◆ PROBLEM DESCRIPTION
Go through the lines below and count those that contain "bounding"; the number is all that should be returned.

◆ DATA PROVIDED
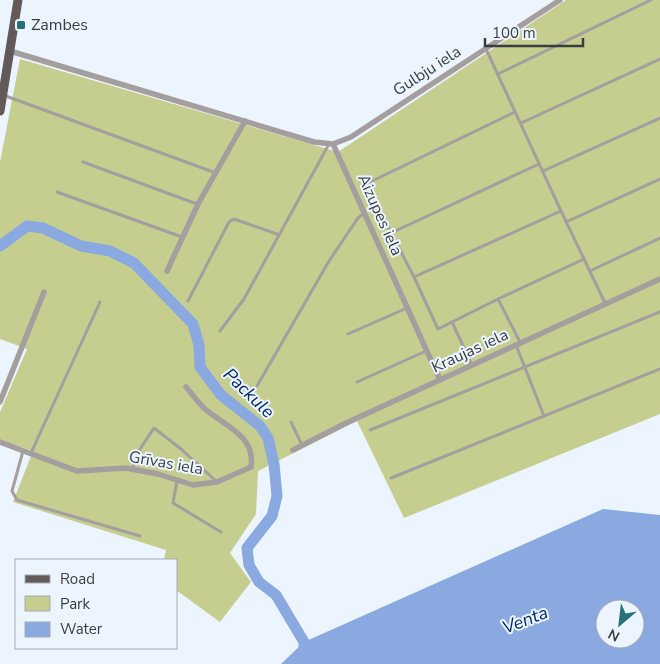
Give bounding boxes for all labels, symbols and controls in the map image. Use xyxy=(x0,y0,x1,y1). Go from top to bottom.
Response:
place label: Zambes xyxy=(31,14,88,36)
scale bar xyxy=(485,15,582,47)
marker: Zambes xyxy=(15,19,27,31)
text: 100 m xyxy=(492,23,536,43)
street label: Gulbju iela xyxy=(389,41,465,101)
street label: Aizupes iela xyxy=(352,171,408,259)
street label: Kraujas iela xyxy=(428,324,512,378)
water label: Packule xyxy=(218,363,280,424)
street label: Grīvas iela xyxy=(127,446,205,480)
legend xyxy=(15,559,178,649)
text: Road xyxy=(60,569,95,589)
text: Park xyxy=(60,594,90,614)
north arrow xyxy=(595,599,645,649)
water label: Venta xyxy=(499,600,551,640)
text: Water xyxy=(60,619,103,639)
text: N xyxy=(605,624,623,646)

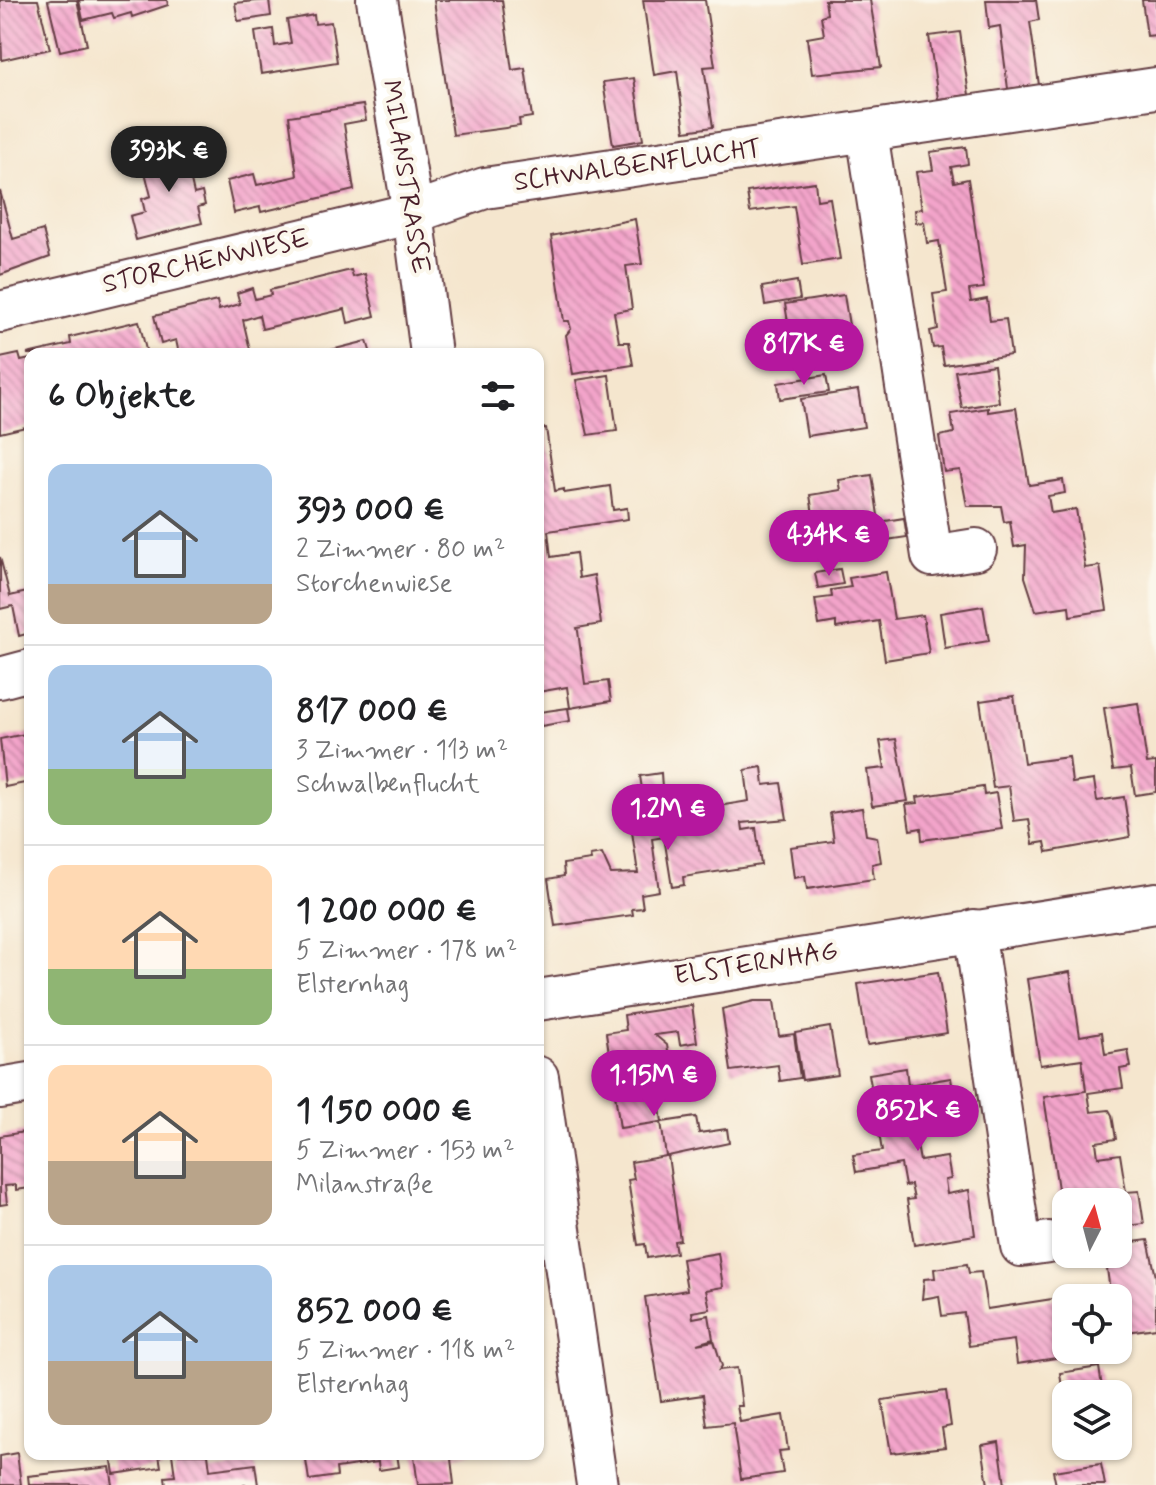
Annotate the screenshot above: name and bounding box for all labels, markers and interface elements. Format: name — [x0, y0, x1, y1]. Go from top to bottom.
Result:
street label: MILANSTRASSE — [373, 78, 437, 276]
pin: 393K € — [104, 126, 234, 194]
street label: SCHWALBENFLUCHT — [512, 132, 764, 200]
text: 393K € — [129, 135, 209, 169]
street label: STORCHENWIESE — [99, 222, 313, 302]
pin: 817K € — [739, 319, 869, 387]
text: 817K € — [763, 328, 845, 362]
text: 6 Objekte — [48, 374, 195, 419]
icon: filters — [476, 374, 520, 418]
text: 393 000 € — [296, 488, 445, 533]
icon: home — [112, 496, 208, 592]
pin: 434K € — [764, 510, 894, 578]
text: 434K € — [787, 519, 871, 553]
text: 2 Zimmer · 80 m² — [296, 533, 505, 567]
text: Storchenwiese — [296, 567, 452, 601]
text: 817 000 € — [296, 689, 448, 734]
icon: home — [112, 697, 208, 793]
text: 3 Zimmer · 113 m² — [296, 734, 508, 768]
text: Schwalbenflucht — [296, 768, 480, 802]
pin: 1.2M € — [603, 784, 733, 852]
text: 1.2M € — [630, 793, 706, 827]
text: 1 200 000 € — [296, 889, 477, 934]
icon: home — [112, 897, 208, 993]
text: 5 Zimmer · 178 m² — [296, 934, 517, 968]
street label: ELSTERNHAG — [672, 934, 840, 994]
text: Elsternhag — [296, 968, 409, 1002]
pin: 1.15M € — [580, 1050, 728, 1118]
text: 1.15M € — [609, 1059, 699, 1093]
pin: 852K € — [853, 1085, 983, 1153]
text: 1 150 000 € — [296, 1089, 473, 1134]
text: 852K € — [875, 1094, 961, 1128]
icon: home — [112, 1097, 208, 1193]
text: 5 Zimmer · 153 m² — [296, 1134, 515, 1168]
text: Milanstraße — [296, 1168, 433, 1202]
north arrow — [1052, 1188, 1132, 1268]
map controls — [1052, 1188, 1132, 1460]
button: locate — [1052, 1284, 1132, 1364]
text: 852 000 € — [296, 1289, 453, 1334]
icon: home — [112, 1297, 208, 1393]
text: 5 Zimmer · 118 m² — [296, 1334, 515, 1368]
text: Elsternhag — [296, 1368, 409, 1402]
button: layers — [1052, 1380, 1132, 1460]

◆ SOLVED EXERCISE
2